### TASK TO COMPLETE
Could the listing be repeated exactly, with every picture dropped?

### DATA SEGMENT
--- START ---
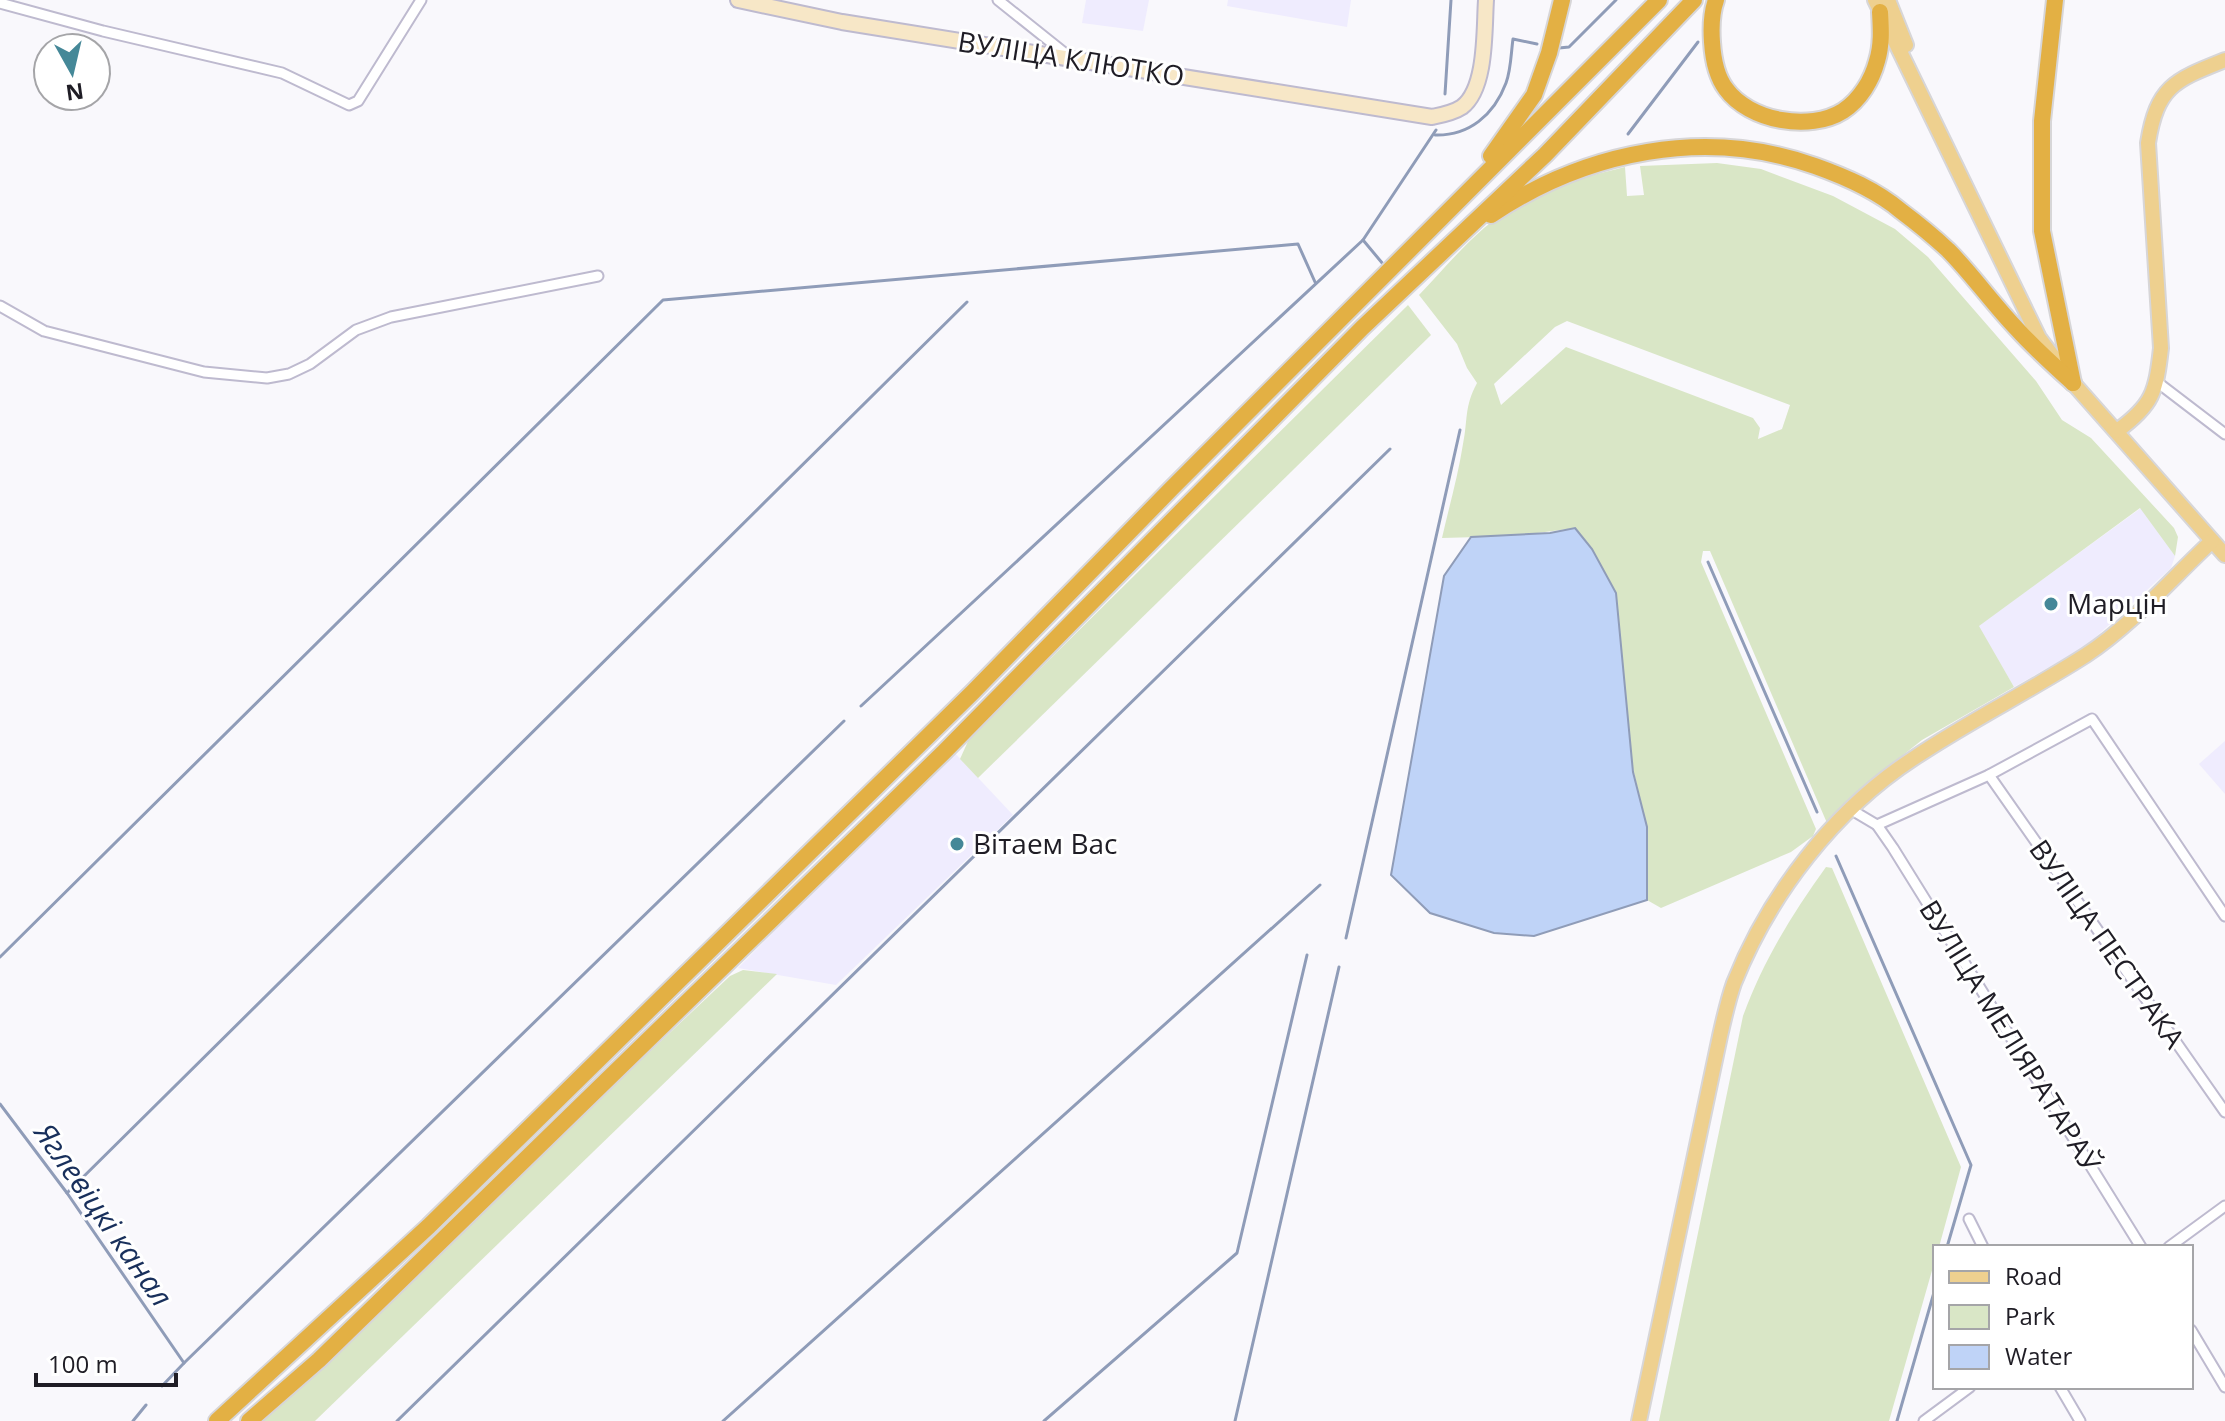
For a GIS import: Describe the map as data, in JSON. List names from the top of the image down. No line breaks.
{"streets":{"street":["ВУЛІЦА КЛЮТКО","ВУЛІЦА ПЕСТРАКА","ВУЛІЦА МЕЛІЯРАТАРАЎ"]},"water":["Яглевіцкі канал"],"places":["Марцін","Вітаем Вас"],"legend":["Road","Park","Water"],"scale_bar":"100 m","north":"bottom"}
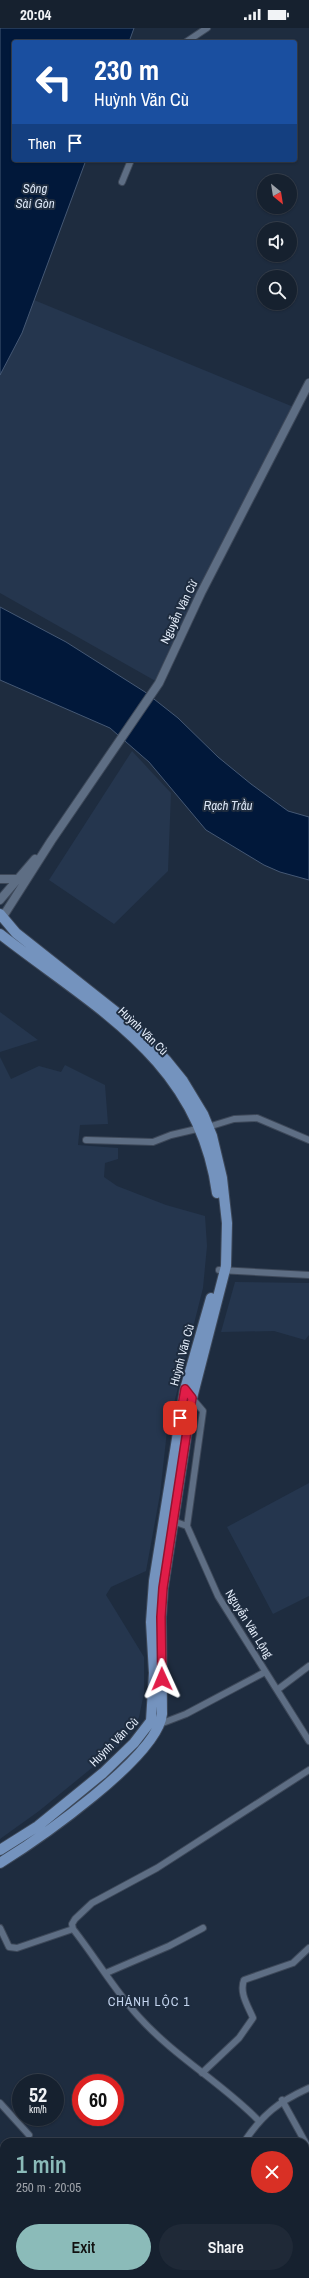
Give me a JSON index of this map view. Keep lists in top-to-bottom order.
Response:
--- END ---
### RESULT
For a GIS import: Describe the map as data, in JSON. List names from the top of the image down. No line breaks.
{"streets":{"street":["ВУЛІЦА КЛЮТКО","ВУЛІЦА ПЕСТРАКА","ВУЛІЦА МЕЛІЯРАТАРАЎ"]},"water":["Яглевіцкі канал"],"places":["Марцін","Вітаем Вас"],"legend":["Road","Park","Water"],"scale_bar":"100 m","north":"bottom"}
Give me a JSON index of this map view. Keep lists in top-to-bottom order.
Response:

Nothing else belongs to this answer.